• **TASK ITEM**:
Could you retype the material, starting at its first line and ending with the line holding "position:absolute; display:grid; place-items:center;", and keep the pictures out?

────────────────────

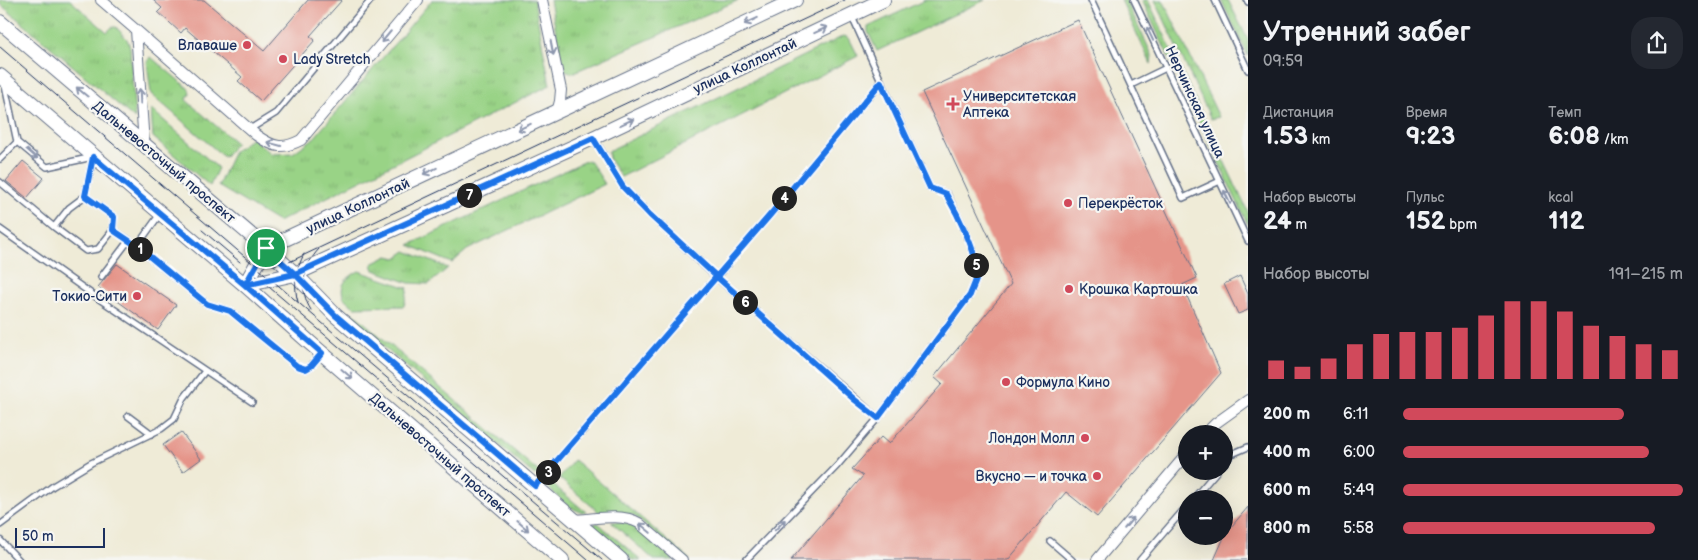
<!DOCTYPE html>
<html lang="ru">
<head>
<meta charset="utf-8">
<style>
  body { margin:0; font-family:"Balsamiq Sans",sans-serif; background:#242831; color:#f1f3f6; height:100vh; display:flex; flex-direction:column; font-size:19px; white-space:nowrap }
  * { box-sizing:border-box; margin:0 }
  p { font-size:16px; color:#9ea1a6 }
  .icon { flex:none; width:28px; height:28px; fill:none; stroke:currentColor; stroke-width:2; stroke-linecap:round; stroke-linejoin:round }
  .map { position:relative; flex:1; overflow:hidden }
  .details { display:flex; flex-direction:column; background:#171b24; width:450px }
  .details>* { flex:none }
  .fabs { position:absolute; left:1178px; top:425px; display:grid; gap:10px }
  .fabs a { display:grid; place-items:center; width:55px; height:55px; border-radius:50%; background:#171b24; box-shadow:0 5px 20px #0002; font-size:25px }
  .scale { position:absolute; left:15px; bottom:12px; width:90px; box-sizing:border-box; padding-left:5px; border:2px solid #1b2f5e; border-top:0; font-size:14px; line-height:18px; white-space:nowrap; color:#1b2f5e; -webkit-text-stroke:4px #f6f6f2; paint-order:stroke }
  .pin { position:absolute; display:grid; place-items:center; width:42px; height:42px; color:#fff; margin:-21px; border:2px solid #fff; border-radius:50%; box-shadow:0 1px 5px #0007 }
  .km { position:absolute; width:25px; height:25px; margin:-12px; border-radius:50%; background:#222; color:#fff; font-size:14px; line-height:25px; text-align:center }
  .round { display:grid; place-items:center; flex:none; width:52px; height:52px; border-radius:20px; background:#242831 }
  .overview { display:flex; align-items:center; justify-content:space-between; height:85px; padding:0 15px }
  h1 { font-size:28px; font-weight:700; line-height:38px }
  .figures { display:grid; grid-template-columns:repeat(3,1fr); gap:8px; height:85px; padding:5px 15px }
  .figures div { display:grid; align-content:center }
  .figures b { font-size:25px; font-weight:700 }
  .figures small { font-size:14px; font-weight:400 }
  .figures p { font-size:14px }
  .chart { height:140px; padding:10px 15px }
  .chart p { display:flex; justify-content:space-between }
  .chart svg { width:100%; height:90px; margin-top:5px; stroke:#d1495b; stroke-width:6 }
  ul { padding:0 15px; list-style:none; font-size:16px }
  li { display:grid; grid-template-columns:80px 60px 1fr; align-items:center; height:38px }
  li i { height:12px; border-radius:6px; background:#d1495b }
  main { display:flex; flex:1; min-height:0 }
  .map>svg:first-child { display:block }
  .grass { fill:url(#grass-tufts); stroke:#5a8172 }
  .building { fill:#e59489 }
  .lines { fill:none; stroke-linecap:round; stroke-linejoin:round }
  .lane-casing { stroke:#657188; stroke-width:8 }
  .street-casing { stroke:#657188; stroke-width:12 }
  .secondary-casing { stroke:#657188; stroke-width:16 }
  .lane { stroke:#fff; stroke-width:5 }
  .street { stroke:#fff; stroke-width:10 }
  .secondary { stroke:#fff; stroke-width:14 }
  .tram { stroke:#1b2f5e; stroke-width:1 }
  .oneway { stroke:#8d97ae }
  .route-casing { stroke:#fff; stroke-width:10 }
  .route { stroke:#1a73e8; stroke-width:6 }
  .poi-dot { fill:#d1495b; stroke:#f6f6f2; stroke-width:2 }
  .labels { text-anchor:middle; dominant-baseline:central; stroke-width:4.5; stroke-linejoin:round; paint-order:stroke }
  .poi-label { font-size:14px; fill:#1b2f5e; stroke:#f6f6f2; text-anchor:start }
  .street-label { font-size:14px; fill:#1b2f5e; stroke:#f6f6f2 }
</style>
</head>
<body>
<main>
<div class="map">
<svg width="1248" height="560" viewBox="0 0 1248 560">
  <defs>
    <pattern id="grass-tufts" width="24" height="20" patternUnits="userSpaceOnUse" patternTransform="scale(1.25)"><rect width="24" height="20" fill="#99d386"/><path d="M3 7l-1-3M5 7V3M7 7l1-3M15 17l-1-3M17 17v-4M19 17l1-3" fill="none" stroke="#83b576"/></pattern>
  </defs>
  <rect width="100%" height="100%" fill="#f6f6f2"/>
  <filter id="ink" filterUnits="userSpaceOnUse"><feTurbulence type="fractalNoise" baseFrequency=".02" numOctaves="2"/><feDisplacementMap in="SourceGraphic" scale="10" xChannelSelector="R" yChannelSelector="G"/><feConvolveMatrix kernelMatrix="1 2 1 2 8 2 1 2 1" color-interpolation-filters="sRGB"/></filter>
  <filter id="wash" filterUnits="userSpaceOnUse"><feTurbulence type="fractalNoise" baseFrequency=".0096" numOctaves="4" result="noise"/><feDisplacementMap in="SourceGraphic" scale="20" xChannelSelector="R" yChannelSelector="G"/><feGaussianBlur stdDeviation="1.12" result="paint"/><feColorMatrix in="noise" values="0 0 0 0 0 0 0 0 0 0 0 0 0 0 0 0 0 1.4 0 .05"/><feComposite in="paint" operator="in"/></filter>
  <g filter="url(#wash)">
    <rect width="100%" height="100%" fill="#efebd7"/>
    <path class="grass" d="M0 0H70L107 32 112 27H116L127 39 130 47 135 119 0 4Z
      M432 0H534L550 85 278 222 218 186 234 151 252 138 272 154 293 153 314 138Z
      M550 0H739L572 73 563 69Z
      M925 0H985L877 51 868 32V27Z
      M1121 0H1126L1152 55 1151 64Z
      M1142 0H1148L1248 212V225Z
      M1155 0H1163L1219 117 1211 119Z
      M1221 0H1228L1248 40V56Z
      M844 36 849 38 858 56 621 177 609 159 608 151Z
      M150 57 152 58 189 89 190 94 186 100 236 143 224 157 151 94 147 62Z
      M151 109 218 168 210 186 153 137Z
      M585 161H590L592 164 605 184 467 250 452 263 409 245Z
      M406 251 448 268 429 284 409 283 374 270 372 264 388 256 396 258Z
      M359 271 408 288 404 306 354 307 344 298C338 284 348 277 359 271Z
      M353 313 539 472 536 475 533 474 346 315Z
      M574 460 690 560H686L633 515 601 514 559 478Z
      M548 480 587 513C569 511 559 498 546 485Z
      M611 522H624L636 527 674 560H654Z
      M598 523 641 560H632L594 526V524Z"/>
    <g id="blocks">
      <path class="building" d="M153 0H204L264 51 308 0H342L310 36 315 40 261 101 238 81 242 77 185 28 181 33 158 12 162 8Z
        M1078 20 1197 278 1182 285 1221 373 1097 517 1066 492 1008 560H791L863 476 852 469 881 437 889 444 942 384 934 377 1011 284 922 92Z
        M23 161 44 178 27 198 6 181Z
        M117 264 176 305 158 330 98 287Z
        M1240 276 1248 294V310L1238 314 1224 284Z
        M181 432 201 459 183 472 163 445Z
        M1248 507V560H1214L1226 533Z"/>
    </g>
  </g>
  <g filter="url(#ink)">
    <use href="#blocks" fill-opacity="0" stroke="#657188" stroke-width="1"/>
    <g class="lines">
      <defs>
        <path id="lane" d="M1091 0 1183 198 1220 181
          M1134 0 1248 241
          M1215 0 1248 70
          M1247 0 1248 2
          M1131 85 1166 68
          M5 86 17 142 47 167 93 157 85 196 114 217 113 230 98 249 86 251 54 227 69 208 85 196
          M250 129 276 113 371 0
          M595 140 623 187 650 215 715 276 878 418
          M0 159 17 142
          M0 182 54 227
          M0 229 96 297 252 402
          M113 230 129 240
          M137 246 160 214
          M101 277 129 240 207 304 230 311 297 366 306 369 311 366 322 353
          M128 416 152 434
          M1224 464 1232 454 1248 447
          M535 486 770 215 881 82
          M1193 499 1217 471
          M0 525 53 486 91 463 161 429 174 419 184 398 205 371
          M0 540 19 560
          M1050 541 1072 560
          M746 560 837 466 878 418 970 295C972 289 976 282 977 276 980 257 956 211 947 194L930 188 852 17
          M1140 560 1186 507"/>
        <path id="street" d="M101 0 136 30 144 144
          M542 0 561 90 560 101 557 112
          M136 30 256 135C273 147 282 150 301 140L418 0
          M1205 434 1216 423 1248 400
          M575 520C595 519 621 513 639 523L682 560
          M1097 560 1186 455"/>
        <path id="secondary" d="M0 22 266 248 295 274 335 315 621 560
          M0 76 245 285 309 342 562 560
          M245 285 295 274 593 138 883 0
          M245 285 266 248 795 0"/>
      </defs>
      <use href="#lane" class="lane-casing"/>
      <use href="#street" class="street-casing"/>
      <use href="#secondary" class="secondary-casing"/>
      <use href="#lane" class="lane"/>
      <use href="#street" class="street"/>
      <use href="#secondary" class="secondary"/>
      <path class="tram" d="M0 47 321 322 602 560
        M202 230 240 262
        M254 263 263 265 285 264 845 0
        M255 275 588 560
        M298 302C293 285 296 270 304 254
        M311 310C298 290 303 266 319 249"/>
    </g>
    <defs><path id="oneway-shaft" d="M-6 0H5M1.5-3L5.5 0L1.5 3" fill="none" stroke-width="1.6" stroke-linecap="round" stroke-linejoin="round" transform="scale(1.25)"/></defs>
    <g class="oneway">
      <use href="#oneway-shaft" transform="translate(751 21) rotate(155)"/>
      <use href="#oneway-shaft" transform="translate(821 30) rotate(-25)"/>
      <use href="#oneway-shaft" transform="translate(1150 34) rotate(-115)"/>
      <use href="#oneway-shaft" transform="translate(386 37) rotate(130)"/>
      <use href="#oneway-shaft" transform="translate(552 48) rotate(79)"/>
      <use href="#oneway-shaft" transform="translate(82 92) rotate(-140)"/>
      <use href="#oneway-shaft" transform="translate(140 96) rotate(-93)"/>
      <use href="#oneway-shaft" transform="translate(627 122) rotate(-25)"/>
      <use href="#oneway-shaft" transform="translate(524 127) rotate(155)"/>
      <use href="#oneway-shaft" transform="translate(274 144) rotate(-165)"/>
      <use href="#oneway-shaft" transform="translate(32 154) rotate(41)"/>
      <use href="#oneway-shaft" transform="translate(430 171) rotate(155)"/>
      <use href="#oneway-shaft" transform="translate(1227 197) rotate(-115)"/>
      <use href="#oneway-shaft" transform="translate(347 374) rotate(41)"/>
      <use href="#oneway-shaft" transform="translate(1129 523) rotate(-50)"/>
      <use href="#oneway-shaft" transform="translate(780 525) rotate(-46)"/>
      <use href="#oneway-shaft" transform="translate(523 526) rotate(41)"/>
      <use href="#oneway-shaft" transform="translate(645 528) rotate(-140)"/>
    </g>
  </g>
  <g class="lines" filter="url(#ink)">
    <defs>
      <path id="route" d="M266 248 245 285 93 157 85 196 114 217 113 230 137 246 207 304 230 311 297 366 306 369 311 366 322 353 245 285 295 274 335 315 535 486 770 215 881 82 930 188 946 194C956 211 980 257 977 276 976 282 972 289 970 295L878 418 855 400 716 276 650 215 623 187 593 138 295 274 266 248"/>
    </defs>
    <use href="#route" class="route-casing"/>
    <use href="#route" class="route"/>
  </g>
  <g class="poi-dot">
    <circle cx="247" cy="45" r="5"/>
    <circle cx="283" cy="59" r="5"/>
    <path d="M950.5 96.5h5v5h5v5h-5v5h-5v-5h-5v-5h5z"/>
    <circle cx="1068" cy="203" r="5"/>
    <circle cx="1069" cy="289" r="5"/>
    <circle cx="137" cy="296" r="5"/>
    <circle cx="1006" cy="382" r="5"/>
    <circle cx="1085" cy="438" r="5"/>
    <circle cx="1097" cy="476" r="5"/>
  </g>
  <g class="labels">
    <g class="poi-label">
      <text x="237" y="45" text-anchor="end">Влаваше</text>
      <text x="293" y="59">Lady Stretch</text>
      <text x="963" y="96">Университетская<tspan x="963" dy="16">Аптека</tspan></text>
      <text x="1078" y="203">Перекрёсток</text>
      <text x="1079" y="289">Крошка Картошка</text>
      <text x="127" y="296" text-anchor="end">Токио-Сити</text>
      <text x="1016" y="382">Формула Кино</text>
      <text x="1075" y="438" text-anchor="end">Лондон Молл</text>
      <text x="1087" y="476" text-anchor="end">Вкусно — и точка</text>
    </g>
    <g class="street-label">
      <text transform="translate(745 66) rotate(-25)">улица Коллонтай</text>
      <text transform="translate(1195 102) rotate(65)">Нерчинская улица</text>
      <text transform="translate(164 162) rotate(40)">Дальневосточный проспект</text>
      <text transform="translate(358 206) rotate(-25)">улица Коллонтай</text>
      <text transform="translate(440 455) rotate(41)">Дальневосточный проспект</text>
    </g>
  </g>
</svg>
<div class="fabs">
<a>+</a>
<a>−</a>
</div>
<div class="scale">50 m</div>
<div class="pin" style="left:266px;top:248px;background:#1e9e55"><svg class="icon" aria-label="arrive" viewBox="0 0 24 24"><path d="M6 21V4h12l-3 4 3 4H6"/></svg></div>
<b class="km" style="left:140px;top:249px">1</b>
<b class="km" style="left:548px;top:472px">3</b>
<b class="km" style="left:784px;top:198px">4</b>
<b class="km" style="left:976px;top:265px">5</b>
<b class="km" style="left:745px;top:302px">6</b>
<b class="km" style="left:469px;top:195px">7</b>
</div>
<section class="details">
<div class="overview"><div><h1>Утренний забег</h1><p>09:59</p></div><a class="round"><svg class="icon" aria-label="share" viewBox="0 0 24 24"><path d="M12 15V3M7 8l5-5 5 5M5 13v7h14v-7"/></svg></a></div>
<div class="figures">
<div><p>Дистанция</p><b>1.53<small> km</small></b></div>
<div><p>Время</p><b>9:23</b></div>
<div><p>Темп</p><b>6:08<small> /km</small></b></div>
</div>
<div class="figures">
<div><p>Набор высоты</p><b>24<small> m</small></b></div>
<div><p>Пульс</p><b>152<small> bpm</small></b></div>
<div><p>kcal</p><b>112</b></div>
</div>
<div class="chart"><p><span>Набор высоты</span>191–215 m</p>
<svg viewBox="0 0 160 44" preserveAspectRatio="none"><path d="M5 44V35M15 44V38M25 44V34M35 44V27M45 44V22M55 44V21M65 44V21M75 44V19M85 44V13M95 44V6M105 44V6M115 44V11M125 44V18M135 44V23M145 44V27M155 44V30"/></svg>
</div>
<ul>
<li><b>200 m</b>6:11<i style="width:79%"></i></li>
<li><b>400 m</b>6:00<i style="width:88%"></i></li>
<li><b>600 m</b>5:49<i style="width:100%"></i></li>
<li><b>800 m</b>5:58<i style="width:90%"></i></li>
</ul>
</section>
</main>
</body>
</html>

────────────────────

• **OUTPUT FOR THIS EXERCISE**:
<!DOCTYPE html>
<html lang="ru">
<head>
<meta charset="utf-8">
<style>
  body { margin:0; font-family:"Balsamiq Sans",sans-serif; background:#242831; color:#f1f3f6; height:100vh; display:flex; flex-direction:column; font-size:19px; white-space:nowrap }
  * { box-sizing:border-box; margin:0 }
  p { font-size:16px; color:#9ea1a6 }
  .icon { flex:none; width:28px; height:28px; fill:none; stroke:currentColor; stroke-width:2; stroke-linecap:round; stroke-linejoin:round }
  .map { position:relative; flex:1; overflow:hidden }
  .details { display:flex; flex-direction:column; background:#171b24; width:450px }
  .details>* { flex:none }
  .fabs { position:absolute; left:1178px; top:425px; display:grid; gap:10px }
  .fabs a { display:grid; place-items:center; width:55px; height:55px; border-radius:50%; background:#171b24; box-shadow:0 5px 20px #0002; font-size:25px }
  .scale { position:absolute; left:15px; bottom:12px; width:90px; box-sizing:border-box; padding-left:5px; border:2px solid #1b2f5e; border-top:0; font-size:14px; line-height:18px; white-space:nowrap; color:#1b2f5e; -webkit-text-stroke:4px #f6f6f2; paint-order:stroke }
  .pin { position:absolute; display:grid; place-items:center; width:42px; height:42px; color:#fff; margin:-21px; border:2px solid #fff; border-radius:50%; box-shadow:0 1px 5px #0007 }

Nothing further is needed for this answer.